What the exercise asks: A precise reproduction of every record below is needed, minus the pictures.

════

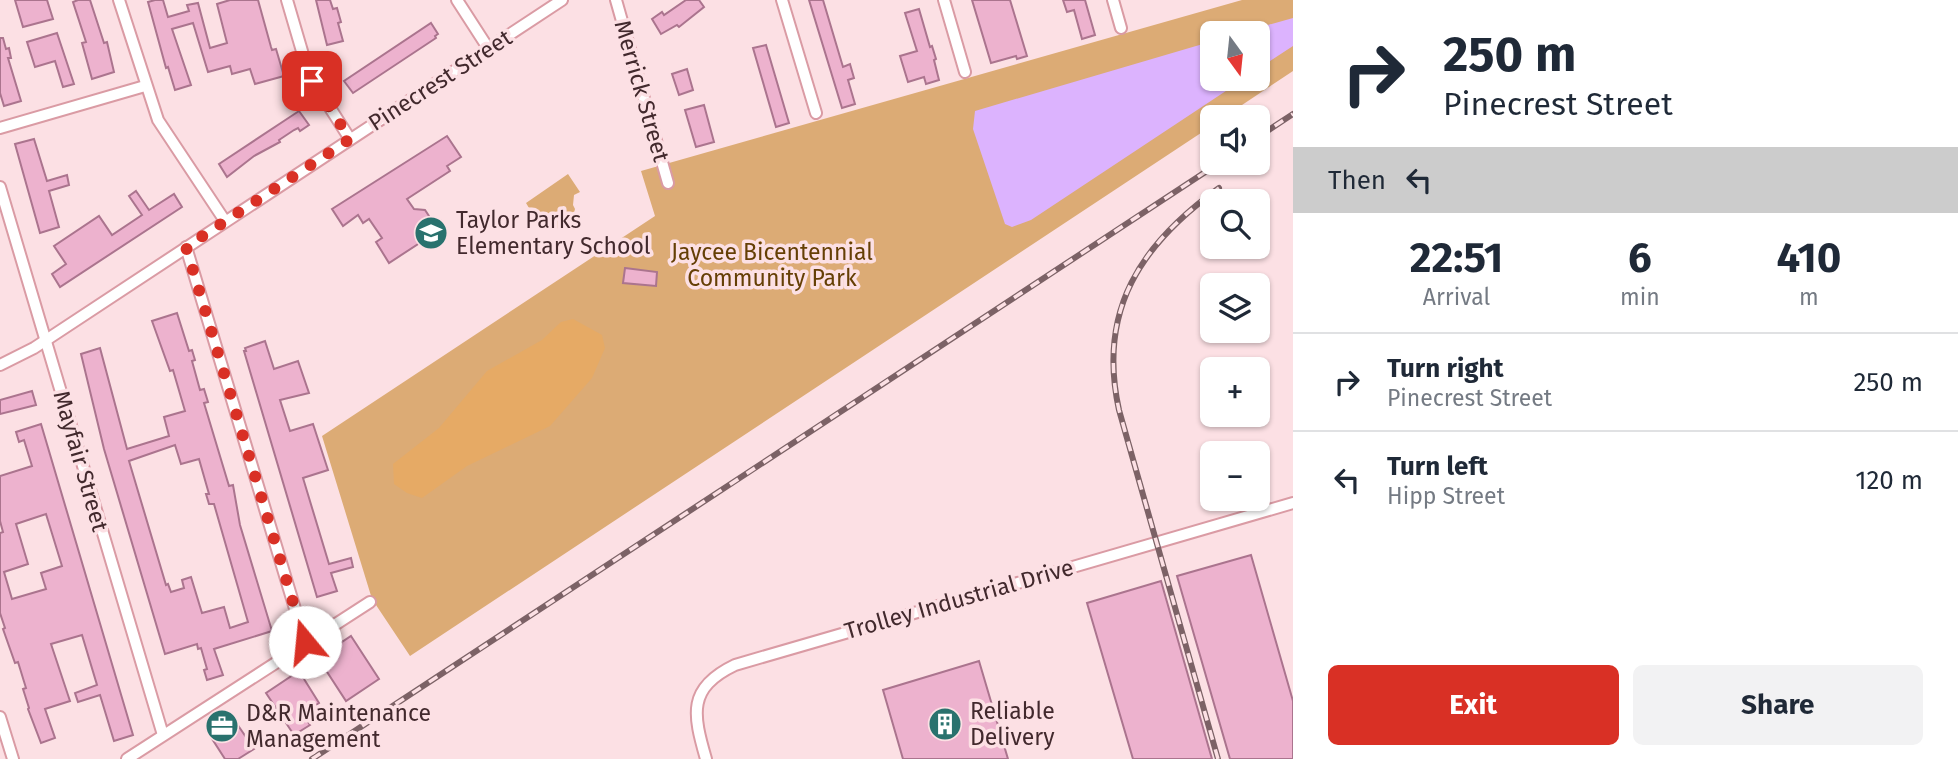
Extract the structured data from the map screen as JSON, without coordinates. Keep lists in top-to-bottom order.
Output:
{
  "streets": {
    "street": [
      "Pinecrest Street",
      "Merrick Street",
      "Mayfair Street",
      "Trolley Industrial Drive"
    ]
  },
  "crossings": [
    ["Pinecrest Street", "Mayfair Street"]
  ],
  "parks": ["Jaycee Bicentennial Community Park"],
  "places": {
    "school or university": ["Taylor Parks Elementary School"],
    "building": ["Reliable Delivery"],
    "office": ["D&R Maintenance Management"]
  },
  "north": "bottom",
  "page": {
    "turn": ["250 m", "Pinecrest Street"],
    "map_buttons": ["+", "−"],
    "then": "Then",
    "eta": [
      "22:51",
      "Arrival",
      "6",
      "min",
      "410",
      "m"
    ],
    "list": [
      {
        "name": "Turn right",
        "note": "Pinecrest Street",
        "value": "250 m"
      },
      {
        "name": "Turn left",
        "note": "Hipp Street",
        "value": "120 m"
      }
    ],
    "buttons": ["Exit", "Share"]
  }
}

════

Response to this task:
Extract the structured data from the map screen as JSON, without coordinates. Keep lists in top-to-bottom order.
Output:
{
  "streets": {
    "street": [
      "Pinecrest Street",
      "Merrick Street",
      "Mayfair Street",
      "Trolley Industrial Drive"
    ]
  },
  "crossings": [
    ["Pinecrest Street", "Mayfair Street"]
  ],
  "parks": ["Jaycee Bicentennial Community Park"],
  "places": {
    "school or university": ["Taylor Parks Elementary School"],
    "building": ["Reliable Delivery"],
    "office": ["D&R Maintenance Management"]
  },
  "north": "bottom",
  "page": {
    "turn": ["250 m", "Pinecrest Street"],
    "map_buttons": ["+", "−"],
    "then": "Then",
    "eta": [
      "22:51",
      "Arrival",
      "6",
      "min",
      "410",
      "m"
    ],
    "list": [
      {
        "name": "Turn right",
        "note": "Pinecrest Street",
        "value": "250 m"
      },
      {
        "name": "Turn left",
        "note": "Hipp Street",
        "value": "120 m"
      }
    ],
    "buttons": ["Exit", "Share"]
  }
}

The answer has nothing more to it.